In LeetCode 141, we detected if a cycle exists. Now in LeetCode 142, we need to find where the cycle begins in a linked list.

This problem uses the same Floyd’s Cycle Detection Algorithm (a.k.a. Tortoise and Hare), but with an extra step to locate the cycle's entry point.

Problem Statement

Given the head of a linked list, return the node where the cycle begins. If there is no cycle, return nil.

You must not modify the linked list.

Example

go

Input: head = [3,2,0,-4], cycle starts at node index 1 (value = 2)
Output: Node with value 2
go

Input: head = [1,2], cycle starts at node index 0 (value = 1)
Output: Node with value 1
go

Input: head = [1], no cycle
Output: nil

Approach

✅ Floyd’s Cycle Detection with Entry Point Detection

1. Detect the Cycle using two pointers (slow and fast).
2. If slow == fast, there is a cycle.
3. Reset one pointer to head.
4. Move both pointers one step at a time.
5. The point where they meet again is the start of the cycle.

💡 Why It Works

Let’s break down why resetting one pointer to the head works:

• Suppose the distance from head to the cycle start is a, the distance from cycle start to meeting point is b, and the remaining cycle length is c.
• When slow and fast meet:
• slow = a + b
• fast = a + b + n(b + c) for some integer n
• Because fast moves twice as fast:
• → 2(a + b) = a + b + n(b + c)
• → a = c + (n - 1)(b + c)
• So if we reset one pointer to head and move both one step at a time, they’ll meet at the start of the cycle.

Go Implementation

go

package main

type ListNode struct {
    Val  int
    Next *ListNode
}

func detectCycle(head *ListNode) *ListNode {
    slow, fast := head, head

    // Step 1: Detect if a cycle exists
    for fast != nil && fast.Next != nil {
        slow = slow.Next
        fast = fast.Next.Next

        if slow == fast {
            // Step 2: Find the entry point
            slow = head
            for slow != fast {
                slow = slow.Next
                fast = fast.Next
            }
            return slow
        }
    }

    return nil
}

Time and Space Complexity

MetricComplexityTime ComplexityO(n)Space ComplexityO(1)

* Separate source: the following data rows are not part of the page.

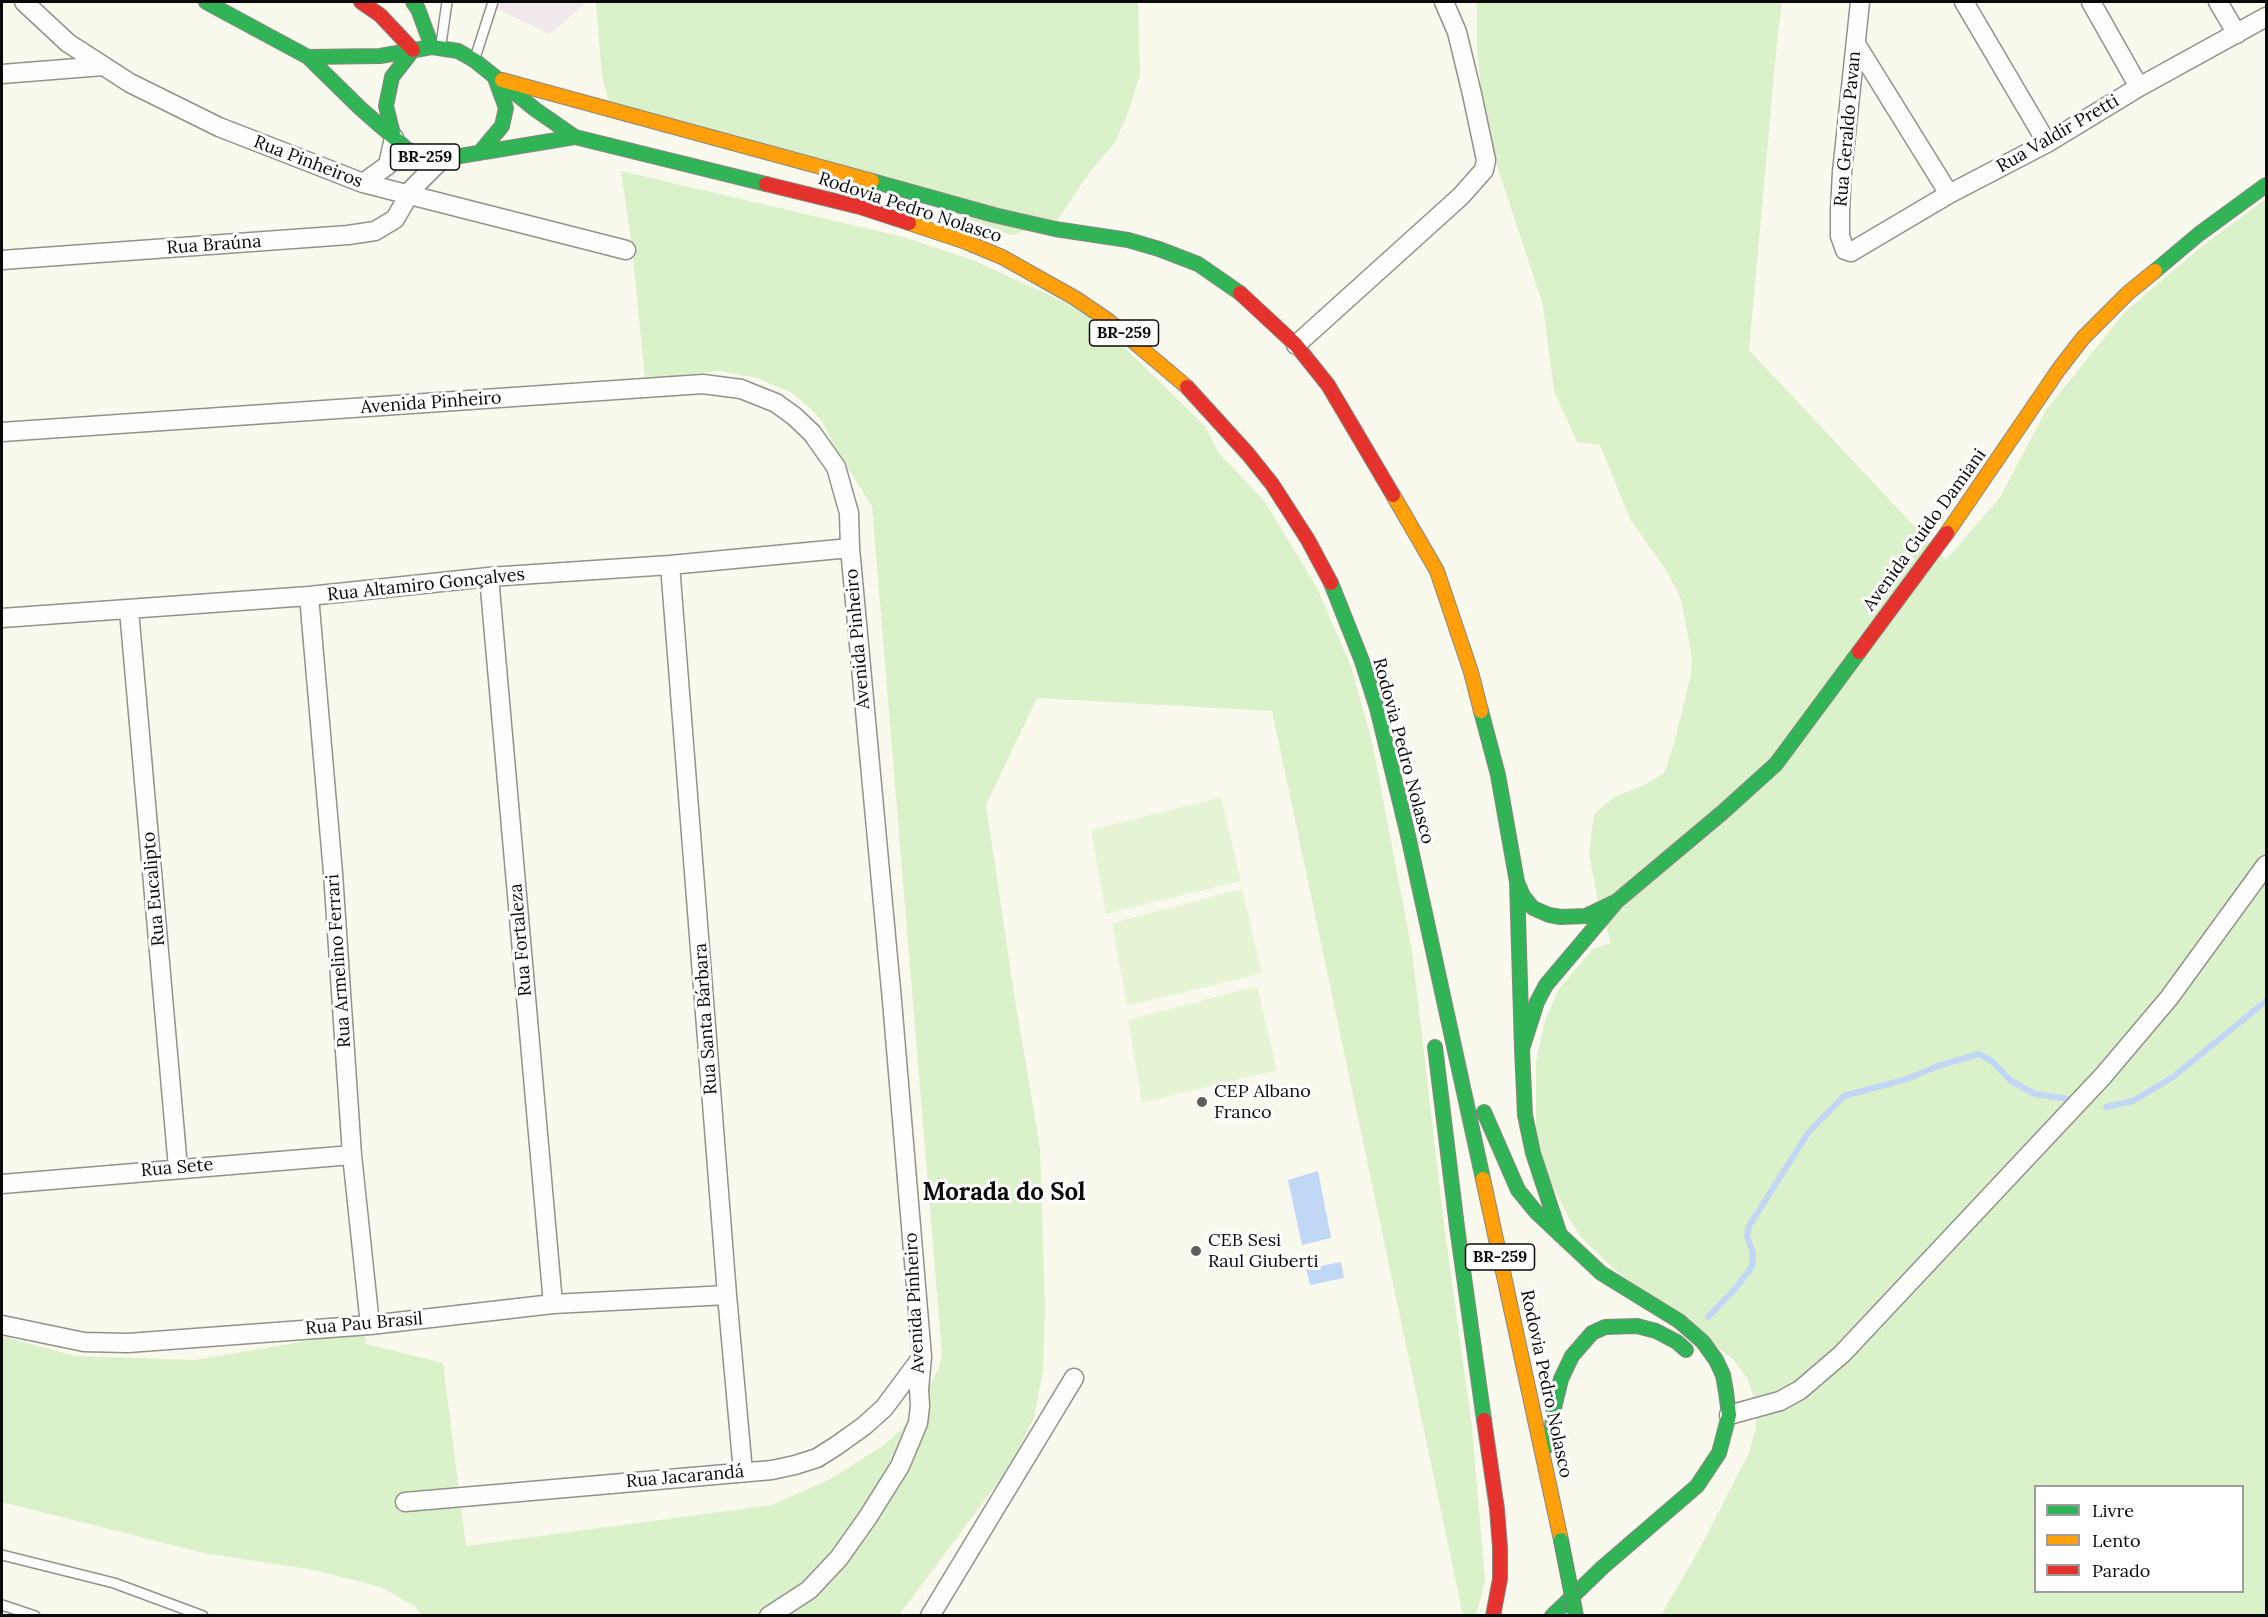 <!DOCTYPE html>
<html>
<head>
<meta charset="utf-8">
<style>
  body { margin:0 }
  #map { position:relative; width:2268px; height:1617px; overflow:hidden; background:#f9f9ed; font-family:Lora,serif }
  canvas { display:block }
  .frame { position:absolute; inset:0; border:3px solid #0a0a0a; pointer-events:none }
  .legend { position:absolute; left:2034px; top:1485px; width:210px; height:108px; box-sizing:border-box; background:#fff; border:2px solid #9d9d9d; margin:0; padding:8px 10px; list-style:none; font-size:18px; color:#0a0a0a }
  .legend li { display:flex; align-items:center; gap:12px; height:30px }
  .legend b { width:30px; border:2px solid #9d9d9d }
</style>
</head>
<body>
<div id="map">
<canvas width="2268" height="1617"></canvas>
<div class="frame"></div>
<ul class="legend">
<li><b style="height:8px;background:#30b455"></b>Livre</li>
<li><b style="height:8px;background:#ff9f0a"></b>Lento</li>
<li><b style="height:8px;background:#e5322d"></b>Parado</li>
</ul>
</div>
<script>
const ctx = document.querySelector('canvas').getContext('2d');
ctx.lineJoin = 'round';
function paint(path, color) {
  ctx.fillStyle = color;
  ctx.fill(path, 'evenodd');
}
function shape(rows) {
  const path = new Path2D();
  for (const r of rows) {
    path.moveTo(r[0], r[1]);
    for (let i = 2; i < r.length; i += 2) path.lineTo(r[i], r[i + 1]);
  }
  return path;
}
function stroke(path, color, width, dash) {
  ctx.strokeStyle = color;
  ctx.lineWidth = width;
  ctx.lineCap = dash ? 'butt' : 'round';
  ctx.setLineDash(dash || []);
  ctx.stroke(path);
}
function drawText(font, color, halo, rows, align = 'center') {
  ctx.font = font + ' Lora,serif';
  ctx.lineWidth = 6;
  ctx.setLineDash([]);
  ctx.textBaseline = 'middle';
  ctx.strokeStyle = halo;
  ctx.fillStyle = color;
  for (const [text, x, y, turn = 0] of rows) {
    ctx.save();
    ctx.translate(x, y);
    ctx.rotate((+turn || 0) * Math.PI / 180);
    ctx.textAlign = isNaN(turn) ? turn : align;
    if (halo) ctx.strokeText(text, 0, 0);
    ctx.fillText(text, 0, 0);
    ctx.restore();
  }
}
const industrial = shape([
  [482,2,587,2,550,34]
]);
const green = shape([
  [600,2,1138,2,1140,75,1126,118,1115,142,1089,173,1053,227,1045,224,1011,235,929,204,609,102,602,76,596,3],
  [1477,2,1782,2,1777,41,1749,350,1946,560,2001,496,2046,410,2124,313,2201,247,2266,199,2266,1615,1661,1615,1700,1548,1749,1453,1756,1427,1755,1400,1748,1380,1733,1359,1614,1269,1581,1237,1569,1218,1549,1179,1536,1133,1536,1061,1545,1020,1559,989,1593,949,1611,943,1598,901,1589,854,1594,814,1614,797,1645,785,1664,773,1674,744,1691,674,1692,658,1681,599,1668,573,1630,519,1600,445,1577,442,1554,391,1543,305,1485,129,1477,48],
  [2036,1486,2242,1486,2242,1592,2036,1592],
  [621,171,903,237,973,260,1090,314,1205,426,1218,452,1265,502,1316,586,1351,666,1372,742,1412,951,1444,1224,1472,1427,1485,1582,1476,1615,1463,1615,1272,711,1037,698,986,805,1015,1000,1040,1148,1045,1308,1043,1372,1034,1417,1011,1465,899,1615,421,1615,416,1607,381,1587,314,1570,204,1553,2,1502,2,1336,75,1356,195,1360,365,1331,366,1344,443,1363,466,1546,772,1505,830,1479,883,1446,901,1430,914,1412,938,1370,942,1354,872,506,838,453,822,421,808,406,792,393,757,378,720,371,645,379,632,247]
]);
const pitch = shape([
  [1221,797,1241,881,1106,914,1091,830],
  [1242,889,1262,973,1127,1006,1112,923],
  [1257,986,1277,1070,1142,1103,1128,1020]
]);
const water = shape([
  [1318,1171,1331,1238,1302,1245,1288,1180],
  [1341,1262,1344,1278,1310,1285,1306,1269]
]);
const stream = shape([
  [2106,1107,2133,1101,2173,1077,2266,1001],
  [1708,1317,1735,1289,1752,1267,1753,1253,1747,1236,1749,1226,1808,1133,1844,1096,1907,1079,1938,1066,1979,1054,1992,1061,2011,1081,2035,1094,2069,1099]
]);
const lane = shape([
  [441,44,447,2],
  [476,55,493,2],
  [2,1555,114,1583,203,1616],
  [2,1605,35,1616]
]);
const street = shape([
  [24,2,68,43,130,83,219,127,363,183,626,250],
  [1860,2,1842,172,1840,210,1840,236,1845,250,1851,252,1949,194,2047,143,2139,87,2266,17],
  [1964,2,2047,143],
  [2091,2,2139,87],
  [2218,2,2237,34],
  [1856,44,1949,194],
  [2,74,103,66],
  [363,183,388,165,394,138],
  [2,260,348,235,375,231,395,219,406,200,407,194,443,158],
  [1296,345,1461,196,1484,170,1486,160,1472,94,1457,32,1444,2],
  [2,432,703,384,741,389,776,403,794,416,812,433,836,467,849,513,850,548,892,1001,922,1357,919,1389,920,1406,918,1423,900,1466,868,1517,839,1558,809,1590,769,1616],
  [670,565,727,1295,743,1472],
  [489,577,553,1304],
  [309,596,333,873,352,1155,370,1325],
  [129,610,178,1168],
  [2,618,309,596,489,577,670,565,850,548],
  [2,1184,352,1155],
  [2,1325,84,1342,128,1343,370,1325,553,1304,727,1295],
  [1729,1415,1780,1401,1800,1390,1842,1354,2103,1076,2169,998,2266,865],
  [405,1502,772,1470,795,1465,817,1458,836,1446,864,1426,884,1408,922,1357],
  [930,1616,1074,1378]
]);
const fast = shape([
  [206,2,308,57,360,108,408,150,425,157,460,156,575,137],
  [413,2,418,9,432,47],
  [308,57,380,56,432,47,458,51,474,60,536,110,575,137,766,184],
  [394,138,386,106,392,77,413,50],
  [481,151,502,126,506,108,495,78],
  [872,181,994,215,1055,229,1128,240,1159,249,1198,264,1240,293],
  [2155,271,2199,234,2266,185],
  [1331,583,1362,661,1377,708,1407,831,1483,1179],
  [1481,711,1498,775,1517,882,1522,1049],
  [1517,882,1523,896,1533,908,1549,915,1561,917,1586,916,1613,903],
  [1435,1047,1457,1227,1484,1420],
  [1484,1112,1518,1190,1536,1212,1601,1273,1679,1321,1703,1342,1716,1360,1723,1375,1726,1392,1729,1415,1719,1453,1697,1486,1603,1567,1552,1616],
  [1560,1235,1533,1153,1525,1115,1522,1049,1537,1002,1546,985,1617,901,1723,812,1776,764,1859,652],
  [1550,1445,1554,1408,1561,1379,1572,1356,1592,1333,1605,1327,1637,1326,1656,1331,1677,1342,1686,1350]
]);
const slow = shape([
  [502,80,872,181],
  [909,223,966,242,1002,257,1075,298,1109,321,1187,387],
  [1393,495,1437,571,1471,672,1481,711],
  [1947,533,2059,369,2083,338,2128,293,2155,271],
  [1483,1179,1561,1540]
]);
const jam = shape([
  [361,2,380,15,413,50],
  [766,184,860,207,909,223],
  [1240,293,1296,345,1328,385,1393,495],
  [1187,387,1248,454,1272,484,1308,540,1331,583],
  [1859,652,1947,533],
  [1484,1420,1497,1509,1500,1548,1500,1579,1493,1616]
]);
const fastBridge = shape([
  [1561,1540,1576,1616]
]);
const markers = [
  [1202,1102,6,"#5e5e59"],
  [1196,1251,6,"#5e5e59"]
];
const shields = [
  [425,157,69],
  [1124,333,69],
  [1500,1257,69]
];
const shieldNames = [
  ["BR-259",425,157],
  ["BR-259",1124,333],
  ["BR-259",1500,1257]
];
const streetNames = [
  ["Rua Geraldo Pavan",1848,129,-85],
  ["Rua Valdir Pretti",2058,134,-30],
  ["Rua Pinheiros",308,162,21],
  ["Rodovia Pedro Nolasco",910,208,18],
  ["Rua Braúna",214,245,-4],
  ["Avenida Pinheiro",431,403,-4],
  ["Avenida Guido Damiani",1925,530,-54],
  ["Rua Altamiro Gonçalves",426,585,-6],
  ["Avenida Pinheiro",858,639,-95],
  ["Rodovia Pedro Nolasco",1403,751,75],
  ["Rua Eucalipto",154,889,-95],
  ["Rua Fortaleza",521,940,-95],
  ["Rua Armelino Ferrari",339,961,-94],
  ["Rua Santa Bárbara",706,1019,-94],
  ["Rua Sete",177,1168,-5],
  ["Avenida Pinheiro",915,1303,-93],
  ["Rua Pau Brasil",364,1324,-5],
  ["Rodovia Pedro Nolasco",1546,1384,78],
  ["Rua Jacarandá",685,1477,-5]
];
const poiNames = [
  ["CEP Albano",1214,1092],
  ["Franco",1214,1113],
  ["CEB Sesi",1208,1241],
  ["Raul Giuberti",1208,1262]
];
const districtNames = [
  ["Morada do Sol",1004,1193]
];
paint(industrial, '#f1e9eb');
paint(green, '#daf1ca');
paint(pitch, '#e6f5d5');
paint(water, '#c0d7f6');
stroke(stream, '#c0d7f6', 6);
stroke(lane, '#92928c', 12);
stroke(street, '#92928c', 21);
stroke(fast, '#888883', 16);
stroke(slow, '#888883', 16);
stroke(jam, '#888883', 16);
stroke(lane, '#fefefc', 9);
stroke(street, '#fefefc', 18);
stroke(fast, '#30b455', 14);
stroke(slow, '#ff9f0a', 14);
stroke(jam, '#e5322d', 14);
stroke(fastBridge, '#7f7f7a', 16, []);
stroke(fastBridge, '#30b455', 14);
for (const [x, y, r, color] of markers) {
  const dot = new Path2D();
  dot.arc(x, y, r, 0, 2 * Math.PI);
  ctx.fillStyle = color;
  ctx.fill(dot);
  stroke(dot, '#fff', 2);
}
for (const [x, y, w] of shields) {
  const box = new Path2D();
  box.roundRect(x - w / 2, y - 13, w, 26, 4.5);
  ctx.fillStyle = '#fff';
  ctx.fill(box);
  stroke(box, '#0a0a0a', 1.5);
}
drawText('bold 16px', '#0a0a0a', null, shieldNames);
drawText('18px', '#0a0a0a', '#fff', streetNames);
drawText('18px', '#0a0a0a', '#fff', poiNames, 'left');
drawText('bold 24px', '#0a0a0a', '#fff', districtNames);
</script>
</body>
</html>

No extra memory is used, and each pointer only traverses the list a few times.

Edge Cases

• Empty list → returns nil
• Single node that points to itself → returns that node
• List with no cycle → returns nil

Conclusion

LeetCode 142: Linked List Cycle II takes cycle detection a step further by identifying where the cycle begins. It’s a brilliant demonstration of Floyd's algorithm and pointer manipulation in action.

This is one of the most elegant and interview-favorite problems when it comes to linked lists.